Women on top: The Other Woman

Director Nick Cassavetes is the son of renowned iconoclast filmmaker John Cassavetes. One assumes he's learnt a few tricks of the trade from his father. If so, it's a pity he didn't translate these to his latest venture, The Other Woman, which falls far short of previous cinematic offerings Unhook the Stars, Alpha Dog and My Sister's Keeper.


The Other Woman is a glossy, but unremarkable comedy that boasts a bevy of beauties and a handsome leading man whose charm (and lies) is a magnet to those of the female species. This, it turns out, proves his undoing.

This cliché-infested story concerns a wealthy, philandering husband, Mark King (Nicolak Coster-Waldau), who cheats on his homely wife Kate (Mann) with two attractive women: a spunky, hard-hearted lawyer Carly (Diaz) and the well-endowed, intellectually challenged Amber (Upton).

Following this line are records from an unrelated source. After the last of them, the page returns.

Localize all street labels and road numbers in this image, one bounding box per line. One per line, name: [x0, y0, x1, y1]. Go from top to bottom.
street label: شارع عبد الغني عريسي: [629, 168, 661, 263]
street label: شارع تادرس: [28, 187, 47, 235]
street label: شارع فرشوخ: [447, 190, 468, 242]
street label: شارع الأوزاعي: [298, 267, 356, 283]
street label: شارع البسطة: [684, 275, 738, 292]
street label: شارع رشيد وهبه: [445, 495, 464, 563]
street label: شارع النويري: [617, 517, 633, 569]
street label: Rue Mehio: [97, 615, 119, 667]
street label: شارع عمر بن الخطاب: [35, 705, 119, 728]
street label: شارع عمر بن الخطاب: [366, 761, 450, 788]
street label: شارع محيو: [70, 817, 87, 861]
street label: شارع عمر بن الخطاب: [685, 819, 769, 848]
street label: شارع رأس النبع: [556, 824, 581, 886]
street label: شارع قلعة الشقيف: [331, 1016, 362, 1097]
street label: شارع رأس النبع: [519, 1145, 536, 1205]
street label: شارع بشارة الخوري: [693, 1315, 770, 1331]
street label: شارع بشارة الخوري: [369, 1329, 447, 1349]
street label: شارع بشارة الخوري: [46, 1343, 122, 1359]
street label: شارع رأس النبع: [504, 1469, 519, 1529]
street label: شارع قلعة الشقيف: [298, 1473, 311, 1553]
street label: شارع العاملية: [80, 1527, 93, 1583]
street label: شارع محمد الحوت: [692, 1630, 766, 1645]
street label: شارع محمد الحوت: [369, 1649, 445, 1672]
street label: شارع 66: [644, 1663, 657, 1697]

When the three women discover each other, and Mark’s indiscretions, they team up and hatch a nasty plan to get back at him – with part of the strategy involving infantile situations where the humour is gross and of a distasteful toilet variety. Also, the knock-about physical comedy employed here brings the production down several notches. It ignores potentially edgy possibilities to convey a banal story that runs out of steam long before the end.

The film makers would have us believe that The Other Woman is a healthy and funny female-empowerment picture, but all it succeeds in doing is showing us that female protagonists can be as insulting and offensive as their male counterparts.

Screenwriter Melissa Stack, working on her first feature, is undecided in her intentions and cannot make up her mind whether The Other Woman is a comedy or a more serious commentary about women’s rights. In the end, it’s neither.

Key protagonist Mark is depicted as a fairly sane individual for most of the production – until the final scenes, when he is transformed into a frothing-at-the mouth lunatic. There is no genuine drama in the bonding of the three women and the bizarre antics executed by Diaz, Mann and Upton quickly begin to irritate. The acting never reaches any heights, with cringe-worth moments tossed in by Lesley Mann, who when she goes over-the-top seems to be re-channelling those Judd Apatow characters she’s played before.

For what it’s worth, there are small roles for Nicki Minaj, the opinionated, wig-changing singer and American Idols judge, and Don Johnson, former star of the Eighties Miami Vice TV series.